The main findings of the study are as follows:

  • FDI firms have higher TFP than comparable domestic firm.

  • FDI firms with FDI from developed countries have higher TFP than such firms with FDI from developing countries.

  • FDI firms with FDI from USA/Europe have higher TFP than such firms with FDI from Asia.

  • Acquisition of equity in a domestic firm by a foreign firm (beyond a threshold of 10%) has a significant positive effect on TFP of the domestic firm. Generally, this effect is present when the investment is made by a firm from a developed country, but not when the investment is made by a firm from a developing country. Similarly, acquisition of equity in a domestic firm by a foreign firm belonging to USA or Europe often raises the TFP in the domestic firm, but this does not hold for foreign equity participation from a firm in Asia.

  • Empirical evidence presented in the paper indicates presence of significant positive horizontal FDI spillover effects, leading to increases in productivity of domestic manufacturing firms in India. Such an effect is found for FDI originating in developed countries, particularly USA and Europe. But, the effect is nil or negligible when we consider FDI originating from developing countries or FDI originating in Asian countries.

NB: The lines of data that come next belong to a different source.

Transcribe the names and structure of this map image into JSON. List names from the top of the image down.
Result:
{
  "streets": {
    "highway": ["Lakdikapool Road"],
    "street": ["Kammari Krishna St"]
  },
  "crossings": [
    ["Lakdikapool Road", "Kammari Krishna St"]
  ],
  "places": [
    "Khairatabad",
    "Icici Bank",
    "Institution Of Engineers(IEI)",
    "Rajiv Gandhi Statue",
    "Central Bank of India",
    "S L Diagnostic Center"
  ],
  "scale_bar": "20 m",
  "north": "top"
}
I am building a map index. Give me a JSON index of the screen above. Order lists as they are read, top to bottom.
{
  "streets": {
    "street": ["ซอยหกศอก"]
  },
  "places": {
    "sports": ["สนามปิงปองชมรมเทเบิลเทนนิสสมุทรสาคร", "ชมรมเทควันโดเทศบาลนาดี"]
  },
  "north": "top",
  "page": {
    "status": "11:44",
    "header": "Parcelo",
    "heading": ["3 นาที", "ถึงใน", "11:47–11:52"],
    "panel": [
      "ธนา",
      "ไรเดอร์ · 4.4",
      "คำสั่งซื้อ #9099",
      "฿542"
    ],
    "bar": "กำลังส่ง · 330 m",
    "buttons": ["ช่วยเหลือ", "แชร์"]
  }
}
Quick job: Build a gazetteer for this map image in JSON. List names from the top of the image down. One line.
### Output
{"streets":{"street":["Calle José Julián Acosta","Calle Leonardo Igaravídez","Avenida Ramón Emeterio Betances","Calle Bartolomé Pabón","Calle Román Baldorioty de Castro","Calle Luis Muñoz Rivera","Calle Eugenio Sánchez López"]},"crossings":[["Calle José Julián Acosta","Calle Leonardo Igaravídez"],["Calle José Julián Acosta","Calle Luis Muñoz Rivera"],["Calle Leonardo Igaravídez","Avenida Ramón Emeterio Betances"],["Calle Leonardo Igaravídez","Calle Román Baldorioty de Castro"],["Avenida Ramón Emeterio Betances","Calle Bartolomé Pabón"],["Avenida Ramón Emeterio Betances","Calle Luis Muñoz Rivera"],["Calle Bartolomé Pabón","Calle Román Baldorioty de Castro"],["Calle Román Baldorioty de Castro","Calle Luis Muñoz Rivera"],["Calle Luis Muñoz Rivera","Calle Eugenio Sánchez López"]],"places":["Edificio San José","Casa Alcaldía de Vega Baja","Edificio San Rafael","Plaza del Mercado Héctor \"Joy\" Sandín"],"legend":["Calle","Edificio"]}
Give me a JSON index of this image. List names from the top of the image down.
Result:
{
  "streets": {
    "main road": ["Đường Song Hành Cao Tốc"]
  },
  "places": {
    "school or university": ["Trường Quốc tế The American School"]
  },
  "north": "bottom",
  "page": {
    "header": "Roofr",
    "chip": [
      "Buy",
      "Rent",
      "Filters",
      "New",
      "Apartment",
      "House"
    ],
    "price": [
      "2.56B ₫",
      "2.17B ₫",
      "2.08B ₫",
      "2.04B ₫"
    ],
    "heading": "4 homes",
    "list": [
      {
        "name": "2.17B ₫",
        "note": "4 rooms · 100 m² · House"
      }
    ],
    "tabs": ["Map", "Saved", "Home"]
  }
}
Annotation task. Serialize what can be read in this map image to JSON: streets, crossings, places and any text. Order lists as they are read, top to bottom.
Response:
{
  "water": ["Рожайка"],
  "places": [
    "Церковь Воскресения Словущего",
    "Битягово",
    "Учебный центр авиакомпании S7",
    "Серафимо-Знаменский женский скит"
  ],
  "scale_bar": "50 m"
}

  • Empirical evidence presented in the paper indicates that vertical spillover effect through backward linkage is negligible or at best rather limited. Estimates of vertical spillover effect through backward linkage were found to be negative and statistically insignificant. On the other hand, the empirical results are indicative of a significant positive vertical spillover effect through forward linkage. The observed forward linkage vertical spillover effect seems to be relatively stronger for FDI from Asian countries, particularly Japanese investment in India.

One limitation of the analysis presented in the paper is that fully owned foreign companies operating in India are not included in the Prowess database. As a result, some well-known companies are missing. This has affected the measurement of spillover variables, and thus affected the econometric estimates of spillover effects. Many of the earlier studies on FDI spillover in India have been based on Prowess, and therefore share this limitation.

The finding of the study that FDI in India from Asian countries does not have a significant positive effect on productivity of domestic manufacturing firms in India (except for forward linkage vertical spillover effect arising probably from Japanese FDI) needs further scrutiny. Further investigation needs to be carried out to verify this finding of this study. It is important to make an attempt to understand why investments of Asian country firms in India particularly those from developing countries of Asia have not contributed to productivity improvement in Indian domestic firms.